In an embodiment, the following processing may be performed for the
2D data domain.
[0036] First, face detection processing may be performed at block
202. In an embodiment, face detection processing may be performed
by personalized avatar generation component 112. The input data
comprises one or more 2D images (I1, . . . , In) 102. In an
embodiment, the 2D images comprise a sequence of video frames at a
certain frame rate fps with each video frame having an image
resolution (W.times.H). Most existing face detection approaches
follow the well known Viola-Jones framework as shown in "Rapid
Object Detection Using a Boosted Cascade of Simple Features," by
Paul Viola and Michael Jones, Conference on Computer Vision and
Pattern Recognition, 2001. However, based on experiments performed
by the applicants, in an embodiment, use of Gabor features and a
Cascade model in conjunction with the Viola-Jones framework may
achieve relatively high accuracy for face detection. To improve the
processing speed, in embodiments of the present invention, face
detection may be decomposed into multiple consecutive frames. With
such a strategy, the computational load is independent of image
size. The number of faces #f, position in a frame (x, y), and size
of faces in width and height (w, h) may be predicted for every
video frame. Face detection processing 202 produces one or more
face data sets (#f, [x, y, w, h]).
[0037] Some known face detection algorithms implement the face
detection task as a binary pattern classification task. That is,
the content of a given part of an image is transformed into
features, after which a classifier trained on example faces decides
whether that particular region of the image is a face, or not.

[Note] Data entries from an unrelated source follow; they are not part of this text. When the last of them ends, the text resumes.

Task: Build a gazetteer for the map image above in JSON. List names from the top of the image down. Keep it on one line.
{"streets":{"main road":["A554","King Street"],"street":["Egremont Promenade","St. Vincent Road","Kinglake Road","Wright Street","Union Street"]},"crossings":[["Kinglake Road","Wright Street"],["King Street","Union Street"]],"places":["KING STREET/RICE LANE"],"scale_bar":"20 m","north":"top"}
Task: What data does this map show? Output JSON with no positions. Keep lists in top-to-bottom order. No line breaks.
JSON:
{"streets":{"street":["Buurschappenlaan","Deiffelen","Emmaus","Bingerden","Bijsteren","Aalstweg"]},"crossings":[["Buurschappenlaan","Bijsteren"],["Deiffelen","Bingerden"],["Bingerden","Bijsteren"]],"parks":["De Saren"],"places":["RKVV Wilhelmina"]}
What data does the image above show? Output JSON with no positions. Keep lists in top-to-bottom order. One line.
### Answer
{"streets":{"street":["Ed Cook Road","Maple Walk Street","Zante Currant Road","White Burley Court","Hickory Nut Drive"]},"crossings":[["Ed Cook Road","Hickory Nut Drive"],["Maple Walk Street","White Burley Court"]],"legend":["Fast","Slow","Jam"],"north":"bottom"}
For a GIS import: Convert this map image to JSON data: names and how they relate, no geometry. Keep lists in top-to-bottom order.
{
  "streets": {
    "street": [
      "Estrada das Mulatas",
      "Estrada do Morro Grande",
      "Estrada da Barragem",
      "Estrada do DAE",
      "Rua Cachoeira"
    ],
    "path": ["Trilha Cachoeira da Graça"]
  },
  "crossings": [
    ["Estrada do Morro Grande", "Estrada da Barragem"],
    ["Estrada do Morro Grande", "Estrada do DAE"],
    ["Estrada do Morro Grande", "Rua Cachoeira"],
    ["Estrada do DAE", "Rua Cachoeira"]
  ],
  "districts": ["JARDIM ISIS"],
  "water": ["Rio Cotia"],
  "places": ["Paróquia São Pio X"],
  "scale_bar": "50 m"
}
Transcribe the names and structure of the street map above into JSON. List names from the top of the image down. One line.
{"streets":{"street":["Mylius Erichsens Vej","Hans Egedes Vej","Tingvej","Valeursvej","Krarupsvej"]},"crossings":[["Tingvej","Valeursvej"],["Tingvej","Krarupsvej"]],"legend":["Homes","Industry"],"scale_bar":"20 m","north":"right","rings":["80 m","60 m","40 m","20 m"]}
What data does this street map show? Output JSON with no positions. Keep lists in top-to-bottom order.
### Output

Often, a window-sliding technique is employed. That is, the
classifier is used to classify the (usually square or rectangular)
portions of an image, at all locations and scales, as either faces
or non-faces (background pattern).
[0038] A face model can contain the appearance, shape, and motion
of faces. The Viola-Jones object detection framework is an object
detection framework that provides competitive object detection
rates in real-time. It was motivated primarily by the problem of
face detection.
[0039] Components of the object detection framework include feature
types and evaluation, a learning algorithm, and a cascade
architecture. In the feature types and evaluation component, the
features employed by the object detection framework universally
involve the sums of image pixels within rectangular areas. With the
use of an image representation called the integral image,
rectangular features can be evaluated in constant time, which gives
them a considerable speed advantage over their more sophisticated
relatives.
[0040] In the learning algorithm component, in a standard
24.times.24 pixel sub-window, there are a total of 45,396 possible
features, and it would be prohibitively expensive to evaluate them
all. Thus, the object detection framework employs a variant of the
known learning algorithm Adaptive Boosting (AdaBoost) to both
select the best features and to train classifiers that use them.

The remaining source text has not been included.